For manufacturing executives, the strategic decision to position operations within or near these hubs can be advantageous. These hubs offer access to innovative technologies, specialized talent pools, and potential public and private partnerships. Such strategic placement is increasingly valuable as companies seek to mitigate risks associated with global supply chain disruptions and to remain competitive in rapidly evolving markets.

The POWER framework, is a governance model that emphasizes effective partnerships, strategic decision-making, and efficient workflow management—all essential for maximizing the impact of collective efforts. Brent Omdahl, Senior VP of Government Affairs at at GlobalWafers America – a member of the Texoma Hub -- praised the collaborative progress:

"The fact that all of these different entities — companies, economic development organizations, universities, political leaders — are all moving in the same direction is an accomplishment in and of itself," Omdahl said.

However, the hubs also face challenges, including limited funding and the complexity of managing diverse consortia. Effective collaboration and alignment among various stakeholders are required to overcome these hurdles and achieve the goals set forth by the initiative.

Regions such as Baltimore have already begun to see benefits, with collaborations between academic institutions and industries driving investments and enhancing the economic landscape. The establishment of facilities like the Data Science and AI Institute at Johns Hopkins is a testament to the potential impact of these hubs.

Similarly, New York's CenterState region has attracted a $10 billion pipeline of capital investment, focusing on sectors like semiconductor and electric vehicle manufacturing, boosted by the strategic support of the Tech Hubs initiative.

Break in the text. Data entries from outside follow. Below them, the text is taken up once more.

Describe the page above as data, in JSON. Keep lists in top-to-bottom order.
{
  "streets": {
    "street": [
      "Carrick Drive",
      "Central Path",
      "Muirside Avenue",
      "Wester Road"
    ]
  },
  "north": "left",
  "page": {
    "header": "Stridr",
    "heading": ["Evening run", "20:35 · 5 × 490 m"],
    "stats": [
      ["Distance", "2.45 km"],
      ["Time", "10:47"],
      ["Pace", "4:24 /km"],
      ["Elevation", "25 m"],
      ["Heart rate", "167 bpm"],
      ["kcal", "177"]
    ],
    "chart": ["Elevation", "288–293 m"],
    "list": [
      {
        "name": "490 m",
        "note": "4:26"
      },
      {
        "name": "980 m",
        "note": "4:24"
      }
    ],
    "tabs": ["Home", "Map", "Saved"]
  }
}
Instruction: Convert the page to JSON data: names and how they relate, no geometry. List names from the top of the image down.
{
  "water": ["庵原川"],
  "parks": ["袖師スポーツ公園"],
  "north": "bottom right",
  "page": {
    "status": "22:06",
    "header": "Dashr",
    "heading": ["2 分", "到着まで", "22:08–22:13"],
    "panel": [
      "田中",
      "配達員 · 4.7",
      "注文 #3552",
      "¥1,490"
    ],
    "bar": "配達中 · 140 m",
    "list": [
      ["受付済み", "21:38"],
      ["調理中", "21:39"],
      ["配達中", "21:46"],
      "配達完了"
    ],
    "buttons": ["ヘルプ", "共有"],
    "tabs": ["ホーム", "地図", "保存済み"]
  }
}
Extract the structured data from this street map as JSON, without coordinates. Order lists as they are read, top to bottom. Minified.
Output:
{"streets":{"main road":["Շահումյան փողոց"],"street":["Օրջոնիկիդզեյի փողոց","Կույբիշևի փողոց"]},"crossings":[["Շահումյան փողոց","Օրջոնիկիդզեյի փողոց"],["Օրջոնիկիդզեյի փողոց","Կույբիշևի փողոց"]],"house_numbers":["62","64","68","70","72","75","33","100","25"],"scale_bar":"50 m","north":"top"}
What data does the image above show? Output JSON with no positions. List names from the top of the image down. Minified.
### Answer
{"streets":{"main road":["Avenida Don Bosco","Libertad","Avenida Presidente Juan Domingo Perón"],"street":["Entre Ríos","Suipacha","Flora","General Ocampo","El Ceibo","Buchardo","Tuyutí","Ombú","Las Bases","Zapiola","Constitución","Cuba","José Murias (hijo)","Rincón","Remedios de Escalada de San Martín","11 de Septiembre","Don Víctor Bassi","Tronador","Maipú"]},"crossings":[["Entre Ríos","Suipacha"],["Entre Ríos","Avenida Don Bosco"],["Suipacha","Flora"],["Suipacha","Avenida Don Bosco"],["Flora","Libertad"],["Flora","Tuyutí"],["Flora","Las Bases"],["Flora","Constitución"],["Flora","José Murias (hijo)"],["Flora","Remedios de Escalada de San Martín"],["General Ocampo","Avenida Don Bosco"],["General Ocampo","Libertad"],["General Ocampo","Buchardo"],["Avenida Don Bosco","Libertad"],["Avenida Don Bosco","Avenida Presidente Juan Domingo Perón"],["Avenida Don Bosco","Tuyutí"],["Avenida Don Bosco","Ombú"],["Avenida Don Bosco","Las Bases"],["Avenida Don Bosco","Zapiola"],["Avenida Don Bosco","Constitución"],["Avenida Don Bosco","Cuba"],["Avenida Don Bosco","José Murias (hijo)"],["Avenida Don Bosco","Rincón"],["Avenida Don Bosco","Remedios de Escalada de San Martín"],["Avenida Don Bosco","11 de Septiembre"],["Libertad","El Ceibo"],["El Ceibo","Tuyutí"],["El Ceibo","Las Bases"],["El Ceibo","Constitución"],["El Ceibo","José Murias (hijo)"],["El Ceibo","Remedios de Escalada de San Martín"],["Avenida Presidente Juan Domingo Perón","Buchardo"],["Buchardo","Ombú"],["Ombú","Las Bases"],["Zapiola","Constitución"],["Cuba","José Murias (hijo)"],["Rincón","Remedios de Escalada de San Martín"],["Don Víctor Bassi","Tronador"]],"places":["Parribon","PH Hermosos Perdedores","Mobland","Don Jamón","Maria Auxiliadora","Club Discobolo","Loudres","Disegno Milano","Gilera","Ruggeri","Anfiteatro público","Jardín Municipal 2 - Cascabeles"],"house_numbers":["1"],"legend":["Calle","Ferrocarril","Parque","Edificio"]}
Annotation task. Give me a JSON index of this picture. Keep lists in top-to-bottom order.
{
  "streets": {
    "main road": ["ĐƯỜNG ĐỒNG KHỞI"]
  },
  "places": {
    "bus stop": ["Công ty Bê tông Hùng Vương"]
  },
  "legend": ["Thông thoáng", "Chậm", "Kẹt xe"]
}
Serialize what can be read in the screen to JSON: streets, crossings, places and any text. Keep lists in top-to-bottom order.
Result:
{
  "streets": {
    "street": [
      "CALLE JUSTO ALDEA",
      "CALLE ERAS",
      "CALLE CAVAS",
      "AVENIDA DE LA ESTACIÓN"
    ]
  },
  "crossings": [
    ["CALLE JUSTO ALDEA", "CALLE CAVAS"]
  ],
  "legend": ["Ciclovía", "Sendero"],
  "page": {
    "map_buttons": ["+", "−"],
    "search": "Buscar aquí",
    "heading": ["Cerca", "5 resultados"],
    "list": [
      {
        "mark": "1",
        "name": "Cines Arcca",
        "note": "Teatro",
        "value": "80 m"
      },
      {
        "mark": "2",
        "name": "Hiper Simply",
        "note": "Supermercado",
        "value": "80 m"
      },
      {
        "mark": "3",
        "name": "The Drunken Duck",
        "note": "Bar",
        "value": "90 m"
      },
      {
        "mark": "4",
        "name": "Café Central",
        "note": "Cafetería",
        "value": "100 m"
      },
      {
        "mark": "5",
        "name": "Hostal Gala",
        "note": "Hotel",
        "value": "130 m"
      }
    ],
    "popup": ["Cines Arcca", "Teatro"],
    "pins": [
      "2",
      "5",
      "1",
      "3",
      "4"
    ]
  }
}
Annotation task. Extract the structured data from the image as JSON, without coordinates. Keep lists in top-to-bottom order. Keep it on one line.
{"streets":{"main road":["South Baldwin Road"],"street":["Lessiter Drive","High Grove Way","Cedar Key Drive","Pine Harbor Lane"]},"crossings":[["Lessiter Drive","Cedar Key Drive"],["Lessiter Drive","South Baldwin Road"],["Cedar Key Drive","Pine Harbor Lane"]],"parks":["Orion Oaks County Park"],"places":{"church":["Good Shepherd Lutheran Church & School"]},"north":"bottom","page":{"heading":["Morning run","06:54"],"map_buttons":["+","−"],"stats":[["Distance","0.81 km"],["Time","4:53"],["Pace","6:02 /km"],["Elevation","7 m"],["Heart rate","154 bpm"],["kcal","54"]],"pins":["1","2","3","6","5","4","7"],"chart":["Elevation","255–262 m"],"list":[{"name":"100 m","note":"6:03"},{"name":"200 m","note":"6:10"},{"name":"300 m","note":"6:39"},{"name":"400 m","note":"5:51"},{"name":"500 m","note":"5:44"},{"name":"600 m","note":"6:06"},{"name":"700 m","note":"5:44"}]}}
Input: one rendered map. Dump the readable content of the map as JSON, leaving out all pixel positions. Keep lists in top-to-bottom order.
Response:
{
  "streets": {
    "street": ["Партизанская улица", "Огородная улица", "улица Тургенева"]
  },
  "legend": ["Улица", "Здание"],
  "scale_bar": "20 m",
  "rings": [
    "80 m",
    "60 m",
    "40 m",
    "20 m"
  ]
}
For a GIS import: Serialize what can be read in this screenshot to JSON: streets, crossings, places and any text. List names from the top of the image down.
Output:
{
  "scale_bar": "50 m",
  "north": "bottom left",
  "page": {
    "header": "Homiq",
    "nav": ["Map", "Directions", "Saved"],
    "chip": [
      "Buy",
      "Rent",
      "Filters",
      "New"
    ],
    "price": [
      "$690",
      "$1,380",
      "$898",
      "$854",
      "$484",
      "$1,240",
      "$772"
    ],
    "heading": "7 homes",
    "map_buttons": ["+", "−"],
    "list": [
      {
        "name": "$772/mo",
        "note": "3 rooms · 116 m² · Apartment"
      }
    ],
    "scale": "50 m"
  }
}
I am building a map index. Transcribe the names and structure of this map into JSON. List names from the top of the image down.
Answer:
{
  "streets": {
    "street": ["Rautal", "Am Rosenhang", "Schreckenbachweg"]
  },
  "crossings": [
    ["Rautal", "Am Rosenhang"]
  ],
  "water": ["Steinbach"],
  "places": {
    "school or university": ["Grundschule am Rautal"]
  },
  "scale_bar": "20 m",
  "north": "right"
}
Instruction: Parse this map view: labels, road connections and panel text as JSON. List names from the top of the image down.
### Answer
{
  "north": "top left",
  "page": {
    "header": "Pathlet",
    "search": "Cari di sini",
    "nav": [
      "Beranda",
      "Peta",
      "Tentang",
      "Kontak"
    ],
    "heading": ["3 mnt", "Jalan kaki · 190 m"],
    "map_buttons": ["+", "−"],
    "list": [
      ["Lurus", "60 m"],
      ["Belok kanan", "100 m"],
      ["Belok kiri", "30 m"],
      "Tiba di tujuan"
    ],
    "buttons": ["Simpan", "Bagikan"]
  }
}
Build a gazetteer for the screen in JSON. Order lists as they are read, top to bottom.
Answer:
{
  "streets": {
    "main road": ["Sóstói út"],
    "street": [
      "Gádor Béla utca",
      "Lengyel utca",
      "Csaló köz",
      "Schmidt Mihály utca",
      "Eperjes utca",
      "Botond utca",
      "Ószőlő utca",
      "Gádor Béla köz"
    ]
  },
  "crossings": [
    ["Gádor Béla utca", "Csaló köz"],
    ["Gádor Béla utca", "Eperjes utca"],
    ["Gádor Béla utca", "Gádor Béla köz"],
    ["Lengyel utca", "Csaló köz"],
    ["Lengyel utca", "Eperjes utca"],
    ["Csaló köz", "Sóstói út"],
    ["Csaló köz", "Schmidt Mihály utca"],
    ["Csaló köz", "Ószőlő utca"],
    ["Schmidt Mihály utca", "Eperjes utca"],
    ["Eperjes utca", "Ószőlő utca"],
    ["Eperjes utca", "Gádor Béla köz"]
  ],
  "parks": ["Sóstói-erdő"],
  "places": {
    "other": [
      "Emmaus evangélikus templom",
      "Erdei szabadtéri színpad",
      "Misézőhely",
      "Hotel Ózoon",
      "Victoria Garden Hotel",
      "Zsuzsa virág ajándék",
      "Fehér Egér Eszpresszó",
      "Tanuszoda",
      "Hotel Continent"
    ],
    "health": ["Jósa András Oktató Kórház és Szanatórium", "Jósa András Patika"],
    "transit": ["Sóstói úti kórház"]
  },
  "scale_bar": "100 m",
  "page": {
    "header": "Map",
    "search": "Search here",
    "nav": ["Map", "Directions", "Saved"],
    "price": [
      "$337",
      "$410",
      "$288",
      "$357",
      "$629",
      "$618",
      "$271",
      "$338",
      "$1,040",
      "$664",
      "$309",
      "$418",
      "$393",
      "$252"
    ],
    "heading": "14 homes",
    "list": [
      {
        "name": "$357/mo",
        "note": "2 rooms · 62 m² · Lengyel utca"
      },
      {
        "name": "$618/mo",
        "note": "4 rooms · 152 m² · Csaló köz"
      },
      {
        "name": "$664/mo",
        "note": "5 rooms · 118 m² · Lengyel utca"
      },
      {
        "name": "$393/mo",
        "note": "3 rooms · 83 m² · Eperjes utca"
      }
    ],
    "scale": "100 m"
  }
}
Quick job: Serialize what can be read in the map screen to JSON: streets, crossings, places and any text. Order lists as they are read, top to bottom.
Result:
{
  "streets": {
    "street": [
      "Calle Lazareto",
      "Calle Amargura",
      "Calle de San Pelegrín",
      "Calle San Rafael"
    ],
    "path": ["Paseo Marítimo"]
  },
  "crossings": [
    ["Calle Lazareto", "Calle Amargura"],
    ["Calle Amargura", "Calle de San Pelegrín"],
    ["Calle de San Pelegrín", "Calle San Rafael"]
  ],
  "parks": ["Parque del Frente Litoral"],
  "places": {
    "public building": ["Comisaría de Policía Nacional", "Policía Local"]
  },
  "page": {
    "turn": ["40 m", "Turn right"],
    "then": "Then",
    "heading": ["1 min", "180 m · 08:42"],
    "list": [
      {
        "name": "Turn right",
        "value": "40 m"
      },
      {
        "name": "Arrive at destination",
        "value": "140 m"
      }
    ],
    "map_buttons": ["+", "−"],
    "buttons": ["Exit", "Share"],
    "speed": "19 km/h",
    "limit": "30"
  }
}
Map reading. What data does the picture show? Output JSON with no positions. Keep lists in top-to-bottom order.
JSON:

The development of Silicon Valley from the 1950s through the dot-com boom exemplifies a gradual maturation that new Tech Hubs could emulate As the Tech Hubs prepare for the next phase of funding this summer, anticipation is building among stakeholders. The strategic allocation of funds to the most promising hubs will be crucial in transforming these plans into impactful realities. Looking forward, a proposed $4 billion budget for fiscal year 2025 suggests a robust commitment to expanding the initiative, potentially enabling the designation of additional hubs and further support for regional innovation.

This comprehensive initiative not only aims to transform regional economies but also to reinforce the United States' position at the forefront of global technological innovation. For manufacturing executives, these hubs represent a pivotal opportunity to be at the center of innovation, where the synergy of academia, government, and industry is likely to ignite regional and national economic rejuvenation. The opportunity may be worth exploring for manufacturing executives.

“They obviously need to be aligned, and committed to the strategy, but if you're a manufacturer, and you're interested in one of these hubs, if this is your technology focus, if you're in that region, you should get involved,” Tech Hubs director Smith said.